New neurophysiological human thermal model based on thermoreceptor responses.

A new neurophysiological human thermal model based on thermoreceptor responses, the NHTM model, has been developed to predict regulatory responses and physiological variables in asymmetric transient environments. The passive system is based on Wissler's model, which is more complex and refined. Wissler's model segments the human body into 21 cylindrical parts.
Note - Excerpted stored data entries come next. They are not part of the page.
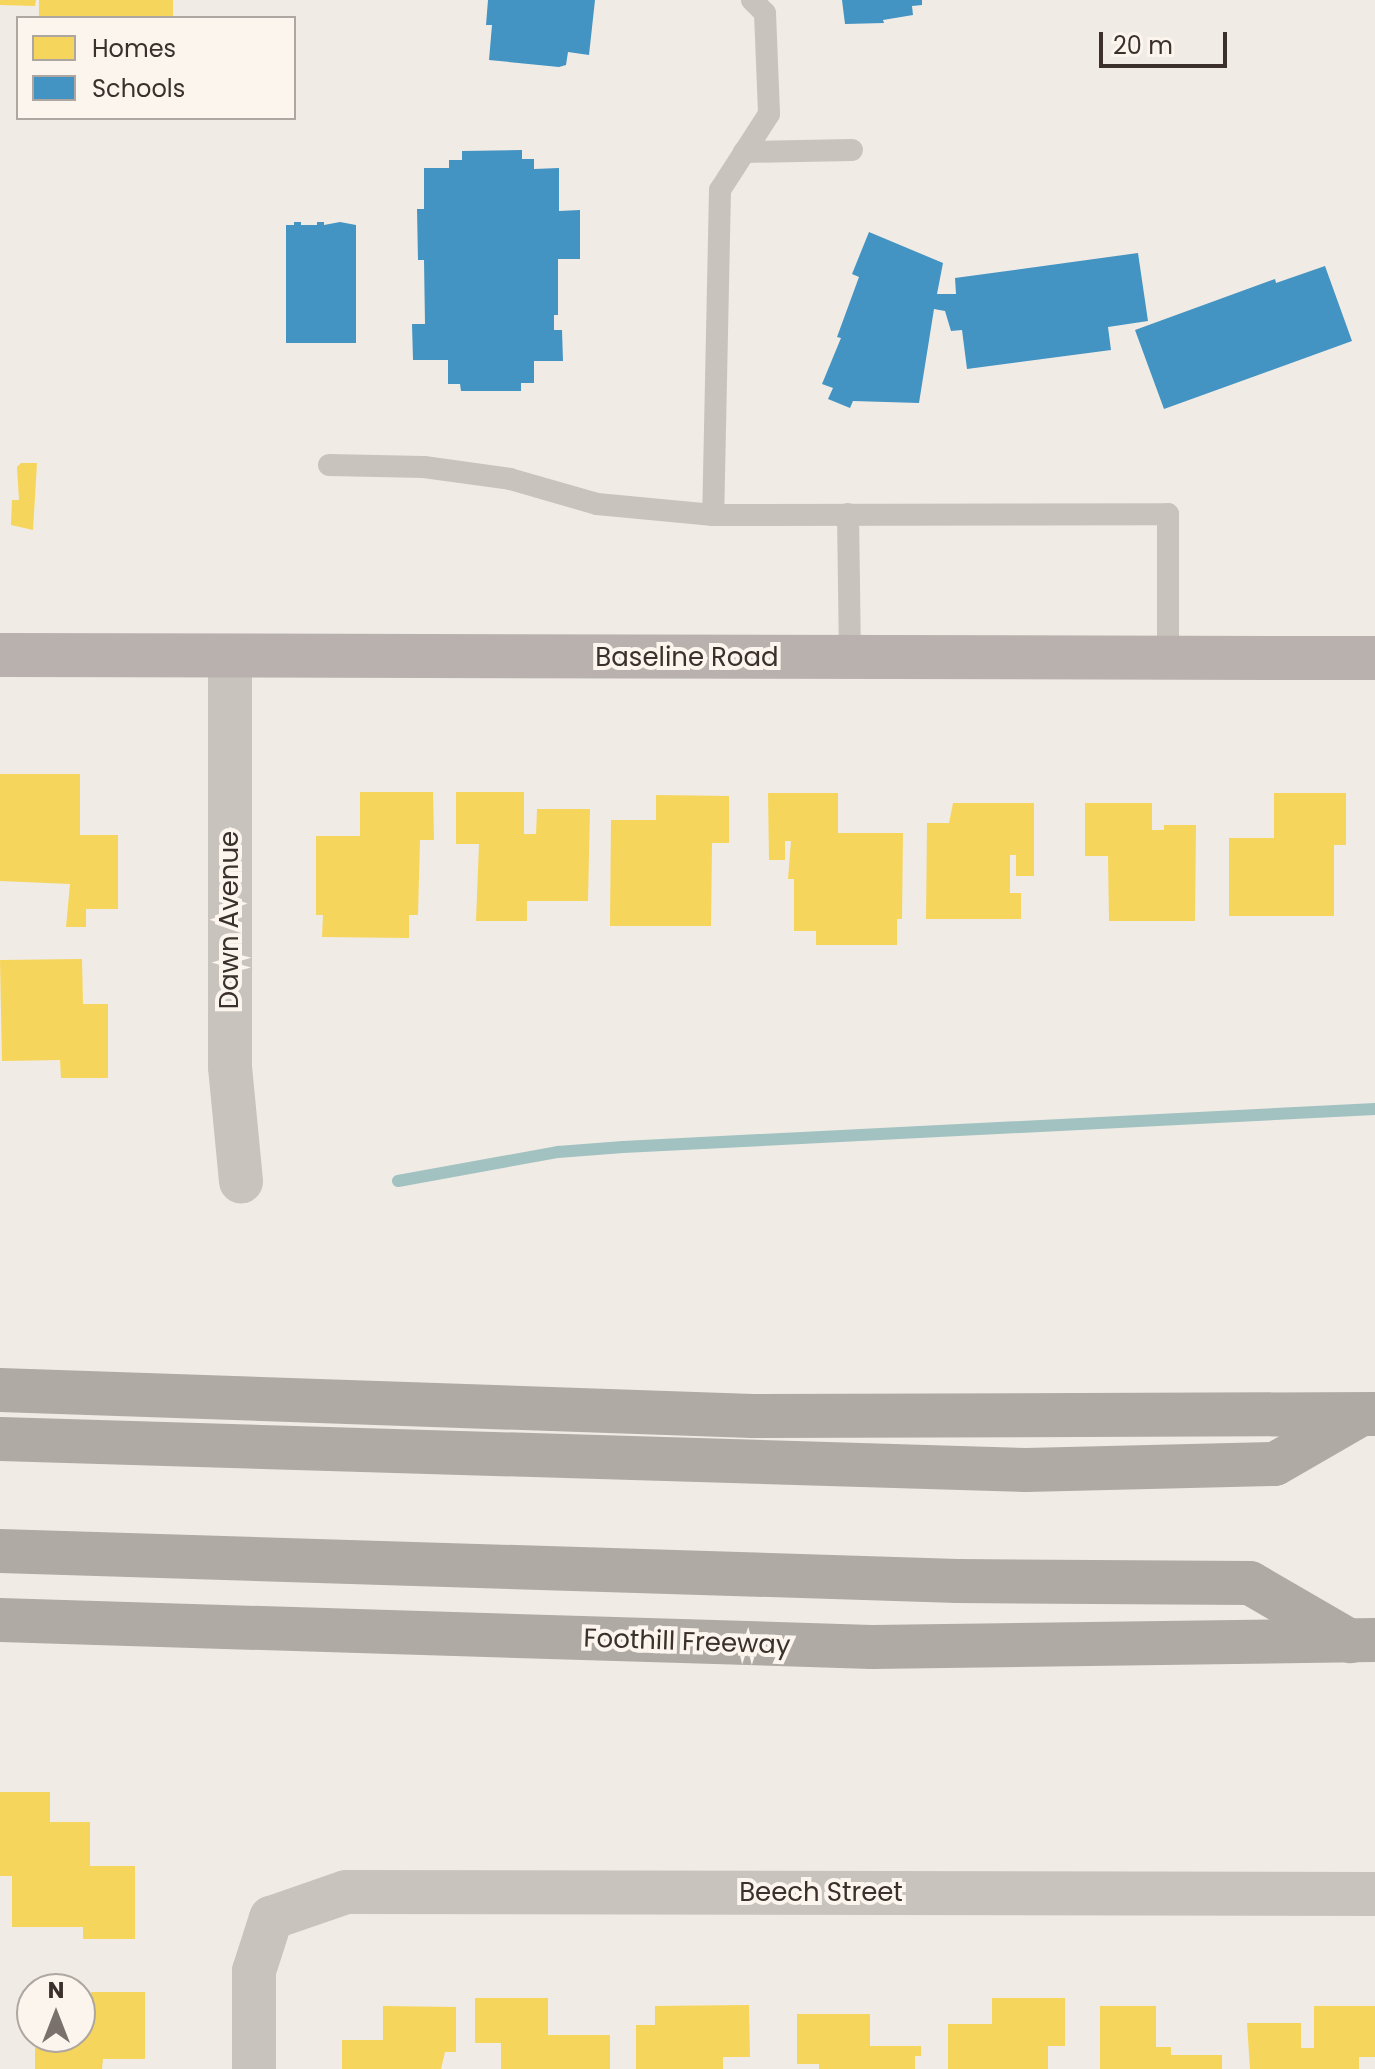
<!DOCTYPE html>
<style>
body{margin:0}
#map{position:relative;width:1375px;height:2069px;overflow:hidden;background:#f0ebe5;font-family:Poppins,sans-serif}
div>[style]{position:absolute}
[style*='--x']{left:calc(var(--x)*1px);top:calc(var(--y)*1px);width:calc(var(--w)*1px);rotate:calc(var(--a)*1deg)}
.homes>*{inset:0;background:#f6d55c;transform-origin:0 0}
.schools>*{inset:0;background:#4393c3}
.stream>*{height:12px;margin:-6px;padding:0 6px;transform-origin:6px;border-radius:6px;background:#a1c2c1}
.lane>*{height:22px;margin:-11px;padding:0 11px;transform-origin:11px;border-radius:11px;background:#c9c3be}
.street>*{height:44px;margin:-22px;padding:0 22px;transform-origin:22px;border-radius:22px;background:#c9c3be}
.primary>*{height:44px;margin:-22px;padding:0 22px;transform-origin:22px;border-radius:22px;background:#b8b1ad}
.highway>*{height:44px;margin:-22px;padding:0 22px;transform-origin:22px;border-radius:22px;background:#afaaa4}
span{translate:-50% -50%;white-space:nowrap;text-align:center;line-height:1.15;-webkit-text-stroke:8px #fbf5ee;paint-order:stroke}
.street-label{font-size:26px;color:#3b302b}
.legend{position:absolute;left:16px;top:16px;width:280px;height:104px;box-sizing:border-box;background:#fbf5ee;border:2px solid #aea6a0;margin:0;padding:10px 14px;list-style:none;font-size:24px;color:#3b302b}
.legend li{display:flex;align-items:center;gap:16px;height:40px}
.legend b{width:40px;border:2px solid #aea6a0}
.north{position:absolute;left:16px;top:1973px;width:80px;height:80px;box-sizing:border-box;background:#fbf5ee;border:2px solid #aea6a0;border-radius:50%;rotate:0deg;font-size:22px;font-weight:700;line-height:32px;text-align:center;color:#3b302b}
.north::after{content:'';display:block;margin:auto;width:28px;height:36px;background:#7a716c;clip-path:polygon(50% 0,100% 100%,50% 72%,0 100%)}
.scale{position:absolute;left:1099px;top:32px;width:128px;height:36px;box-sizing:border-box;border:4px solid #3b302b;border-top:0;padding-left:10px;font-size:24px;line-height:28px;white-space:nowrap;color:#3b302b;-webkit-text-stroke:6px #fbf5ee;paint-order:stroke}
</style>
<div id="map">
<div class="homes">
<i style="clip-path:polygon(0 0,36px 0,35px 6px,0 5px)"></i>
<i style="left:39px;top:0;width:134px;height:18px"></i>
<i style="clip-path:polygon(21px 463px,37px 463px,33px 530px,11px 525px,12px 500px,19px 500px,17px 467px)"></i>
<i style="clip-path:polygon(0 774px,80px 774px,80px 835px,118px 835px,118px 909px,86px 909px,86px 927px,66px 927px,70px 884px,0 881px)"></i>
<i style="clip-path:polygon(360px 792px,433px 792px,434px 840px,420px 840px,418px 915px,409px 915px,409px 938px,322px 937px,323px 915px,316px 915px,316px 836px,360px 836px)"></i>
<i style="clip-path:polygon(456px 792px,524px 792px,524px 834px,536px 834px,537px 809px,590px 809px,588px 901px,527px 901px,527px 921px,476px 921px,479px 844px,456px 844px)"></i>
<i style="clip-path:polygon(768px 793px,838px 793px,838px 833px,903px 833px,902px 919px,897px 919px,897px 945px,816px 945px,816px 931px,794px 931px,794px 879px,788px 879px,791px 841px,785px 841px,785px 860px,769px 860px)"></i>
<i style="clip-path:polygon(1274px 793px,1346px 793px,1346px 845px,1334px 845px,1334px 916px,1229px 916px,1229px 838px,1274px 838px)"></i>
<i style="clip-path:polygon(656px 795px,729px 796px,729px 843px,712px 843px,711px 926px,610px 926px,611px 820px,656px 820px)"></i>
<i style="clip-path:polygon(953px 803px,1034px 803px,1034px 876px,1016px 876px,1016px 855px,1010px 855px,1010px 893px,1021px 893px,1021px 919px,926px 919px,927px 823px,949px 823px)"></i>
<i style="clip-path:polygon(1085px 803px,1152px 803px,1152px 830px,1164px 830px,1164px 825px,1196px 825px,1195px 921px,1109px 921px,1108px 856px,1085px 856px)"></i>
<i style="clip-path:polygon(82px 959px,83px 1004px,108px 1004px,108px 1078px,61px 1078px,60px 1060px,2px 1061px,0 960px)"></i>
<i style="clip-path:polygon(0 1792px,50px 1792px,50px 1822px,90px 1822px,90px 1866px,135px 1866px,135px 1939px,83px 1939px,83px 1927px,12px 1927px,12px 1876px,0 1876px)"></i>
<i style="clip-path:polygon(91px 1992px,145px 1992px,145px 2059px,103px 2059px,102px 2069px,35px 2069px,35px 2037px,80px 2037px,80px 2014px,90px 2014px)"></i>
<i style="clip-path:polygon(475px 1998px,548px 1998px,548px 2035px,610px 2035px,610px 2069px,501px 2069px,501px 2043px,475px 2043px)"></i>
<i style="clip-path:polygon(992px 1998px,1065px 1998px,1065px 2046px,1048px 2046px,1048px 2069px,948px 2069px,948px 2024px,992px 2024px)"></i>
<i style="clip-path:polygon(749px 2005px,750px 2057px,723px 2057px,723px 2069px,636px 2069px,636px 2025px,655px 2025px,655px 2006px)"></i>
<i style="clip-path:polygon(383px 2006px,456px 2007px,456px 2052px,445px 2052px,441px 2069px,342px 2069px,342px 2040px,383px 2040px)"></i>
<i style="clip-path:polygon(1100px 2006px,1156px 2006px,1156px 2047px,1171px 2047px,1171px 2055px,1222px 2055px,1222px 2069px,1100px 2069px)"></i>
<i style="clip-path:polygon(1314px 2006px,1375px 2006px,1375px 2057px,1359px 2057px,1359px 2069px,1250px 2069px,1247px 2023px,1301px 2023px,1301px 2048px,1314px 2048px)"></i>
<i style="clip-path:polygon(797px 2014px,870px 2014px,870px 2046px,921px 2046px,921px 2056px,915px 2056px,915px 2069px,819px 2069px,819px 2064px,797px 2064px)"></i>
</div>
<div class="schools">
<i style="clip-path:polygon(488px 0,595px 0,589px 55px,568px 52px,566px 65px,559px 67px,489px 60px,492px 25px,486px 25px)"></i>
<i style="clip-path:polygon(842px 0,922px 0,922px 5px,912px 6px,913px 15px,883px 20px,884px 23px,845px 24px)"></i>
<i style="clip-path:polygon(522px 150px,522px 159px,534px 159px,534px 169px,559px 168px,559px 211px,580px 210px,580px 259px,558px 259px,558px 315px,554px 315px,554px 330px,562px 330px,563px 361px,534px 361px,534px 383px,521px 383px,521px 391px,461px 391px,460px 384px,448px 384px,448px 360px,413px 360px,412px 324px,425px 324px,424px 260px,418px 260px,417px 209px,424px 209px,424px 168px,449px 168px,449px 160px,462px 160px,462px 151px)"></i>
<i style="clip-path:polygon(294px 222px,301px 222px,301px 225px,317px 225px,317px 222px,324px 222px,324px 225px,340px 222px,356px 225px,356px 343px,286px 343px,286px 225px,294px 225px)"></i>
<i style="clip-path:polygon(869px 232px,943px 263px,937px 294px,956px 294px,955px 278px,1138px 253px,1148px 321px,1108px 327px,1111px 350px,967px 369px,962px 330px,951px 331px,945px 311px,934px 309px,919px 403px,853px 401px,850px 408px,828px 399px,833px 388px,822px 384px,841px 338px,837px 337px,859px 277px,852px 274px)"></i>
<i style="clip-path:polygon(1325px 266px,1352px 341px,1164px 409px,1135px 330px,1275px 279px,1276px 283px)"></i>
</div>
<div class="stream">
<i style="--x:398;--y:1181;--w:163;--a:-10.3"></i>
<i style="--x:558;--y:1152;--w:65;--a:-4.4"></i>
<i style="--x:623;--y:1147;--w:753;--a:-2.89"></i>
</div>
<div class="lane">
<i style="--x:752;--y:0;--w:18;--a:45"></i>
<i style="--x:765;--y:13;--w:101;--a:87.7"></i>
<i style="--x:769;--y:114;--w:90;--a:122.8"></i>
<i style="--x:720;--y:190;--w:325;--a:91.2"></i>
<i style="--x:713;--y:515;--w:455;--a:-0.1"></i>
<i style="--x:1168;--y:514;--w:143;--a:90"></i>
<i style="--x:744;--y:152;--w:108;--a:-1.1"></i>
<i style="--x:329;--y:465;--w:95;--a:1.2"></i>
<i style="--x:424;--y:467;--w:87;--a:7.9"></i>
<i style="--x:510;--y:479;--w:91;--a:16"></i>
<i style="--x:597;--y:504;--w:117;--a:5.4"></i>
<i style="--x:848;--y:514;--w:144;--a:89.2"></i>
</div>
<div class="street">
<i style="--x:230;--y:657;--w:410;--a:90"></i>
<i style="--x:230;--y:1067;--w:115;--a:84.5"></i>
<i style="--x:254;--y:2069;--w:98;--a:-90"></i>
<i style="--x:254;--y:1971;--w:56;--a:-72.2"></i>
<i style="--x:271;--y:1918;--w:79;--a:-19.1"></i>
<i style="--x:346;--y:1892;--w:1029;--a:0.11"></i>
</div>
<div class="primary">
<i style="--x:0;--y:655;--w:1375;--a:0.13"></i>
</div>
<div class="highway">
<i style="--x:0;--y:1390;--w:753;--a:1.98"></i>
<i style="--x:753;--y:1416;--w:622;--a:-0.18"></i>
<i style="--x:0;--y:1439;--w:1026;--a:1.73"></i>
<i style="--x:1026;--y:1470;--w:249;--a:-1.4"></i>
<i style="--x:1275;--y:1464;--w:96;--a:-30"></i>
<i style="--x:0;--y:1551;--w:958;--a:1.79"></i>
<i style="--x:958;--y:1581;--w:292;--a:0.4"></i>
<i style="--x:1250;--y:1583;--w:116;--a:30.1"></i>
<i style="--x:0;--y:1620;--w:872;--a:1.77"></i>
<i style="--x:872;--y:1647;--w:503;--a:-0.8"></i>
</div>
<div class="street-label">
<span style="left:687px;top:658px">Baseline Road</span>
<span style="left:230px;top:920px;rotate:-90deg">Dawn Avenue</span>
<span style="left:687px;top:1642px;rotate:2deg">Foothill Freeway</span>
<span style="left:821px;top:1893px">Beech Street</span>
</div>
<ul class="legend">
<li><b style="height:22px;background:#f6d55c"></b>Homes</li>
<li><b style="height:22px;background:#4393c3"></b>Schools</li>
</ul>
<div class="north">N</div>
<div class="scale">20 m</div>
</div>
Each part is divided into 21 layers, 15 for the tissues and 6 for clothes, and each layer is divided into 12 angular sectors. Thus, we have 3780 nodes for the tissues and 1512 for clothes. The passive system simulates heat exchange within the body and between the body and the surroundings. The active system is composed of the thermoregulatory mechanisms, i.e., skin blood flow, shivering thermogenesis, and sweating. The skin blood flow model and the shivering model are based on thermoreceptor responses. The sweating model is that of Fiala et al. and is based on error signals. The NHTM model was compared with Wissler's model, and the results showed that a calculation based on neurophysiology can improve the performance of the thermoregulation model. The NHTM model was more accurate in the prediction of mean skin temperature, with a mean absolute error of 0.27 °C versus 0.80 °C for the original Wissler model. The prediction accuracy of the NHTM model for local skin temperatures and core temperature could be improved via an optimization method to prove the ability of the new thermoregulation model to fit with the physiological characteristics of different populations.